A U.S. judge has rejected as “absurd” former US President Donald Trump’s effort to dismiss writer E. Jean Carroll’s lawsuit accusing him of defamation and battery after he denied raping her in the mid-1990s.
The lawsuit is one of two in which Carroll accuses Trump of defamation when he denied raping her in a Bergdorf Goodman department store dressing room in late 1995 or early 1996.
Carroll first sued Trump after he denied the accusation in June 2019, telling a reporter at the White House that he did not know Carroll, that “she’s not my type,” and that she manufactured the claim to sell her new memoir.
The second lawsuit arose from an October 2022 social media post where Trump called the rape claim a “hoax,” “lie,” “con job” and “complete scam,” and said “this can only happen to ‘Trump’!”
U.S. District Judge Lewis Kaplan in Manhattan on Friday, January 13 said there was no merit to Trump’s argument that Carroll’s battery claim under New York’s Adult Survivors Act must be dismissed because the law denied him due process under the state’s constitution.
The judge also said New York state law did not require Carroll, to prove that she suffered an economic loss from Trump’s comments, as Trump had argued.
Alina Habba, a lawyer for Trump, said “we are disappointed with the court’s decision” and planned an immediate appeal.
Carroll’s lawyer Roberta Kaplan said “we are pleased though not surprised” at the decision.

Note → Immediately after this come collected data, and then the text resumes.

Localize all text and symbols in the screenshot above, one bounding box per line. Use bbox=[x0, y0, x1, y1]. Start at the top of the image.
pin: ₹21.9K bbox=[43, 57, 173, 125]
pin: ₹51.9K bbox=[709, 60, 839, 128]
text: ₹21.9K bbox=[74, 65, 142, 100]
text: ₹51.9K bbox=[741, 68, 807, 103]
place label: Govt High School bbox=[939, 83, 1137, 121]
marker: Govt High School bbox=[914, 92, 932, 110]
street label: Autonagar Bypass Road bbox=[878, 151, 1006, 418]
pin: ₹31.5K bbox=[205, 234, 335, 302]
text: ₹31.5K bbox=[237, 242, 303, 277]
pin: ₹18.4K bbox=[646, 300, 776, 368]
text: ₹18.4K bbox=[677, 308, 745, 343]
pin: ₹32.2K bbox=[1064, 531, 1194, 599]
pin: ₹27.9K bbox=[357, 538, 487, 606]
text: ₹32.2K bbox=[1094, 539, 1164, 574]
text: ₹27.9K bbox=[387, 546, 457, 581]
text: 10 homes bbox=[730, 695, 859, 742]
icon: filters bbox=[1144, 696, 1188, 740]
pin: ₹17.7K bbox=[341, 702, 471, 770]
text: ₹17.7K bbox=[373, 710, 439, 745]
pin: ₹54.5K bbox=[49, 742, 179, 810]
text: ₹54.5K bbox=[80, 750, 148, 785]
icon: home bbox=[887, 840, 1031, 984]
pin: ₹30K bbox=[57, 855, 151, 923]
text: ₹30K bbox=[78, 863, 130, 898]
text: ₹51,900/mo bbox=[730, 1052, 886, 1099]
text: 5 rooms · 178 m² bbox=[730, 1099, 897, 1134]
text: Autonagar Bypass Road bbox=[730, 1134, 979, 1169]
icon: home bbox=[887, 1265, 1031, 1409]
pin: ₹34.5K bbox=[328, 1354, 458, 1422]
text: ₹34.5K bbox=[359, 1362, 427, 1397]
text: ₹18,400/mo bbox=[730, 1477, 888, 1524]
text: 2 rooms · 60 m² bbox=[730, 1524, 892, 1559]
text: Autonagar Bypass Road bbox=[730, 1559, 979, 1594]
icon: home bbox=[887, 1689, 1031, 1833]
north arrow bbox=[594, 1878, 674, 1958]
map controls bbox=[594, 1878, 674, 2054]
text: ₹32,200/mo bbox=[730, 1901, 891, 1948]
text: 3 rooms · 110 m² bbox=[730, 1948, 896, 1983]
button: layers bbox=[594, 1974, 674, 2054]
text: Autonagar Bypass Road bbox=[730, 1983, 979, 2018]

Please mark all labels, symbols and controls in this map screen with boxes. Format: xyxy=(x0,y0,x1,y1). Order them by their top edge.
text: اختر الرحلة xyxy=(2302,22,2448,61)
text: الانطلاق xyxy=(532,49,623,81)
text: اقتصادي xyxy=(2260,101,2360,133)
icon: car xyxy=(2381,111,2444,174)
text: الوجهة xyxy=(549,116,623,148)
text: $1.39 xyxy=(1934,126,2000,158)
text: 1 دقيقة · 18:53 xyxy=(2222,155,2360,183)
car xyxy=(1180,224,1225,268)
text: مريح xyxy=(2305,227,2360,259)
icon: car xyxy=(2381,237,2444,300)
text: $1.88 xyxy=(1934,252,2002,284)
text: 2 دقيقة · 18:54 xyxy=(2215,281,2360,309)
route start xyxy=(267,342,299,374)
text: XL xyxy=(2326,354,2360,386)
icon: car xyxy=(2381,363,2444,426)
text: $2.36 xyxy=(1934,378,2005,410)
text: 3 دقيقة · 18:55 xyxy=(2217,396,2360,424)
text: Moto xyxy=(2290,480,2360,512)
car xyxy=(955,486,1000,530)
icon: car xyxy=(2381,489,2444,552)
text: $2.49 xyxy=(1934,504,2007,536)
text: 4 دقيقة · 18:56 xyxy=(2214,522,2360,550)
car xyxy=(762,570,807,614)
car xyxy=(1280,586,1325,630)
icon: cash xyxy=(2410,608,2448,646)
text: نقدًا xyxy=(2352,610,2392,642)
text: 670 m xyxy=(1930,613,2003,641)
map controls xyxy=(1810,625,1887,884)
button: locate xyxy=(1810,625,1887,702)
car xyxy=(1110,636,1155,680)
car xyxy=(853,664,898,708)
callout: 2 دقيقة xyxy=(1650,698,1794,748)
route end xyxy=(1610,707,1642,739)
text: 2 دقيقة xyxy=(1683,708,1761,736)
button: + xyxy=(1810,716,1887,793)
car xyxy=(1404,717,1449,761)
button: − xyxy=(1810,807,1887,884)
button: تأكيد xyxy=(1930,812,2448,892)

Judge Kaplan said Trump was “demonstrably incorrect” to claim that the law was unconstitutional because lawmakers did not sufficiently explain why it was needed.
The judge added that lawmakers passed the law to help sexual abuse victims who might have suppressed memories of their attacks, or like Carroll were deterred from suing out of fear.
“To suggest that the ASA violates the state due process clause because the legislature supposedly did not describe that injustice to the defendant’s entire satisfaction in a particular paragraph of a particular type of legislative document – itself a dubious premise – is absurd,” Judge Kaplan wrote.
As Trump prepares for the 2024 presidential election, he and Carroll are awaiting a decision from a Washington, D.C., appeals court on whether, under local law, Trump should be immune from Carroll’s first lawsuit over his June 2019 comments.